Segment Start: DATA IN THIS EXERCISE
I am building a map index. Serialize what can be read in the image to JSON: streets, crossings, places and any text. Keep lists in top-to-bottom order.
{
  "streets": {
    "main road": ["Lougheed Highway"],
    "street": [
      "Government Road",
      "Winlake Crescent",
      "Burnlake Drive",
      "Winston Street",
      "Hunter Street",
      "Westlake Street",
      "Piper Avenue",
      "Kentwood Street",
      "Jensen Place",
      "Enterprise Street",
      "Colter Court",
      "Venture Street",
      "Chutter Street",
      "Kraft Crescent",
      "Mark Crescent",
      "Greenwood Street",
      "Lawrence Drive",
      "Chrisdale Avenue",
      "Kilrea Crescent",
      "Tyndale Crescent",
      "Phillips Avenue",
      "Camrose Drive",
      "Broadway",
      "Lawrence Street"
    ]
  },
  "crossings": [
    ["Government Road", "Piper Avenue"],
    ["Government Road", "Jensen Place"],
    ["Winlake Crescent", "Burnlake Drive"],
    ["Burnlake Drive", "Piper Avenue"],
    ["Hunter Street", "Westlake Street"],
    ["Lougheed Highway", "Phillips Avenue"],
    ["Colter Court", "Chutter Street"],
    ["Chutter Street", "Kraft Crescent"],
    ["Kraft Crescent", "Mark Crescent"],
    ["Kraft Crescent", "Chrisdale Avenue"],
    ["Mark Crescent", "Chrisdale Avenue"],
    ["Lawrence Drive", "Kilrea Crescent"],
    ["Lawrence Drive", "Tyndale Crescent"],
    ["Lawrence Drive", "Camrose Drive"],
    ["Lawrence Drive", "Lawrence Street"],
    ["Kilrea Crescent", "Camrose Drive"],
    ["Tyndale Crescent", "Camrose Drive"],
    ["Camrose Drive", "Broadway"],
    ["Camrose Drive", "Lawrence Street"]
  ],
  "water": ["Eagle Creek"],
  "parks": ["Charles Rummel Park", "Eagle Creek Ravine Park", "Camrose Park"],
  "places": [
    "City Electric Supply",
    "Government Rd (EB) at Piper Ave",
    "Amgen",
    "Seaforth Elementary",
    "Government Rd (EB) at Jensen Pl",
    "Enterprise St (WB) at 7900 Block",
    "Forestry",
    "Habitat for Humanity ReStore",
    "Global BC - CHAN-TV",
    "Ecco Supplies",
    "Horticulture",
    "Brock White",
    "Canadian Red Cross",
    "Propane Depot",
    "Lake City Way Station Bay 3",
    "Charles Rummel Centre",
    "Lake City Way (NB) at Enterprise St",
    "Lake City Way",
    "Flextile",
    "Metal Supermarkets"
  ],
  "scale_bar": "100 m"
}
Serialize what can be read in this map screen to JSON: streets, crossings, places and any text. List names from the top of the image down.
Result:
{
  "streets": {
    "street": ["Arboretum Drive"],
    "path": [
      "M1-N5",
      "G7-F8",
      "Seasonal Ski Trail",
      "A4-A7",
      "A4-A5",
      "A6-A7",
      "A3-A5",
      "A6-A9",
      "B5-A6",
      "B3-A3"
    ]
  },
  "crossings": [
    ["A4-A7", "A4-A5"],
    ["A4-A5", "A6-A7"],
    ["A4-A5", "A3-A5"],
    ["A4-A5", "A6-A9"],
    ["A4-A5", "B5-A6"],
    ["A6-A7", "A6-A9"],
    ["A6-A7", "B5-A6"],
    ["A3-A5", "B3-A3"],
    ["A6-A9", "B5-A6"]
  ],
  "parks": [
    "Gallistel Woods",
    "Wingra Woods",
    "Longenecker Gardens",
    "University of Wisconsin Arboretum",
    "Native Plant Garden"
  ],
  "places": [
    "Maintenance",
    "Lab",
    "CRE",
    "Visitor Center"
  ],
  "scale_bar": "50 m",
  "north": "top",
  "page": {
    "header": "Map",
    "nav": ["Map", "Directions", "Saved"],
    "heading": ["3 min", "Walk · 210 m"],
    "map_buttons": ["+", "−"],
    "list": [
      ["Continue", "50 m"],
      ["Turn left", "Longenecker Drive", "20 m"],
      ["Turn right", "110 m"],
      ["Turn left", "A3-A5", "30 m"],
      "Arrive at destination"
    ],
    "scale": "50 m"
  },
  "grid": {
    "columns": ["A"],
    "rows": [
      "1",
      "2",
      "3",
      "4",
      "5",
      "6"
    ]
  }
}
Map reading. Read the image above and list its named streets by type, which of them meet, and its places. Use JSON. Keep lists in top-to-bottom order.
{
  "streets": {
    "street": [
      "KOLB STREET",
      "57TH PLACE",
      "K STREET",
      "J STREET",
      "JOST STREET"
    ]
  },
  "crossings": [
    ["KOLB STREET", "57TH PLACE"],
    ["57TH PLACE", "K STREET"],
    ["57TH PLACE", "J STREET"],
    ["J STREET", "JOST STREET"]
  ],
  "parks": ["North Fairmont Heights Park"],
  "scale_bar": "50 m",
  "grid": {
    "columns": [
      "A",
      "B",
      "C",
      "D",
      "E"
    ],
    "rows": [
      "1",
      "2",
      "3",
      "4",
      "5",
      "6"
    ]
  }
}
Segment End: DATA IN THIS EXERCISE
--- REQUIREMENT ---
All entries should be given again precisely as they appear above.

--- EXERCISE OUTPUT ---
I am building a map index. Serialize what can be read in the image to JSON: streets, crossings, places and any text. Keep lists in top-to-bottom order.
{
  "streets": {
    "main road": ["Lougheed Highway"],
    "street": [
      "Government Road",
      "Winlake Crescent",
      "Burnlake Drive",
      "Winston Street",
      "Hunter Street",
      "Westlake Street",
      "Piper Avenue",
      "Kentwood Street",
      "Jensen Place",
      "Enterprise Street",
      "Colter Court",
      "Venture Street",
      "Chutter Street",
      "Kraft Crescent",
      "Mark Crescent",
      "Greenwood Street",
      "Lawrence Drive",
      "Chrisdale Avenue",
      "Kilrea Crescent",
      "Tyndale Crescent",
      "Phillips Avenue",
      "Camrose Drive",
      "Broadway",
      "Lawrence Street"
    ]
  },
  "crossings": [
    ["Government Road", "Piper Avenue"],
    ["Government Road", "Jensen Place"],
    ["Winlake Crescent", "Burnlake Drive"],
    ["Burnlake Drive", "Piper Avenue"],
    ["Hunter Street", "Westlake Street"],
    ["Lougheed Highway", "Phillips Avenue"],
    ["Colter Court", "Chutter Street"],
    ["Chutter Street", "Kraft Crescent"],
    ["Kraft Crescent", "Mark Crescent"],
    ["Kraft Crescent", "Chrisdale Avenue"],
    ["Mark Crescent", "Chrisdale Avenue"],
    ["Lawrence Drive", "Kilrea Crescent"],
    ["Lawrence Drive", "Tyndale Crescent"],
    ["Lawrence Drive", "Camrose Drive"],
    ["Lawrence Drive", "Lawrence Street"],
    ["Kilrea Crescent", "Camrose Drive"],
    ["Tyndale Crescent", "Camrose Drive"],
    ["Camrose Drive", "Broadway"],
    ["Camrose Drive", "Lawrence Street"]
  ],
  "water": ["Eagle Creek"],
  "parks": ["Charles Rummel Park", "Eagle Creek Ravine Park", "Camrose Park"],
  "places": [
    "City Electric Supply",
    "Government Rd (EB) at Piper Ave",
    "Amgen",
    "Seaforth Elementary",
    "Government Rd (EB) at Jensen Pl",
    "Enterprise St (WB) at 7900 Block",
    "Forestry",
    "Habitat for Humanity ReStore",
    "Global BC - CHAN-TV",
    "Ecco Supplies",
    "Horticulture",
    "Brock White",
    "Canadian Red Cross",
    "Propane Depot",
    "Lake City Way Station Bay 3",
    "Charles Rummel Centre",
    "Lake City Way (NB) at Enterprise St",
    "Lake City Way",
    "Flextile",
    "Metal Supermarkets"
  ],
  "scale_bar": "100 m"
}
Serialize what can be read in this map screen to JSON: streets, crossings, places and any text. List names from the top of the image down.
Result:
{
  "streets": {
    "street": ["Arboretum Drive"],
    "path": [
      "M1-N5",
      "G7-F8",
      "Seasonal Ski Trail",
      "A4-A7",
      "A4-A5",
      "A6-A7",
      "A3-A5",
      "A6-A9",
      "B5-A6",
      "B3-A3"
    ]
  },
  "crossings": [
    ["A4-A7", "A4-A5"],
    ["A4-A5", "A6-A7"],
    ["A4-A5", "A3-A5"],
    ["A4-A5", "A6-A9"],
    ["A4-A5", "B5-A6"],
    ["A6-A7", "A6-A9"],
    ["A6-A7", "B5-A6"],
    ["A3-A5", "B3-A3"],
    ["A6-A9", "B5-A6"]
  ],
  "parks": [
    "Gallistel Woods",
    "Wingra Woods",
    "Longenecker Gardens",
    "University of Wisconsin Arboretum",
    "Native Plant Garden"
  ],
  "places": [
    "Maintenance",
    "Lab",
    "CRE",
    "Visitor Center"
  ],
  "scale_bar": "50 m",
  "north": "top",
  "page": {
    "header": "Map",
    "nav": ["Map", "Directions", "Saved"],
    "heading": ["3 min", "Walk · 210 m"],
    "map_buttons": ["+", "−"],
    "list": [
      ["Continue", "50 m"],
      ["Turn left", "Longenecker Drive", "20 m"],
      ["Turn right", "110 m"],
      ["Turn left", "A3-A5", "30 m"],
      "Arrive at destination"
    ],
    "scale": "50 m"
  },
  "grid": {
    "columns": ["A"],
    "rows": [
      "1",
      "2",
      "3",
      "4",
      "5",
      "6"
    ]
  }
}
Map reading. Read the image above and list its named streets by type, which of them meet, and its places. Use JSON. Keep lists in top-to-bottom order.
{
  "streets": {
    "street": [
      "KOLB STREET",
      "57TH PLACE",
      "K STREET",
      "J STREET",
      "JOST STREET"
    ]
  },
  "crossings": [
    ["KOLB STREET", "57TH PLACE"],
    ["57TH PLACE", "K STREET"],
    ["57TH PLACE", "J STREET"],
    ["J STREET", "JOST STREET"]
  ],
  "parks": ["North Fairmont Heights Park"],
  "scale_bar": "50 m",
  "grid": {
    "columns": [
      "A",
      "B",
      "C",
      "D",
      "E"
    ],
    "rows": [
      "1",
      "2",
      "3",
      "4",
      "5",
      "6"
    ]
  }
}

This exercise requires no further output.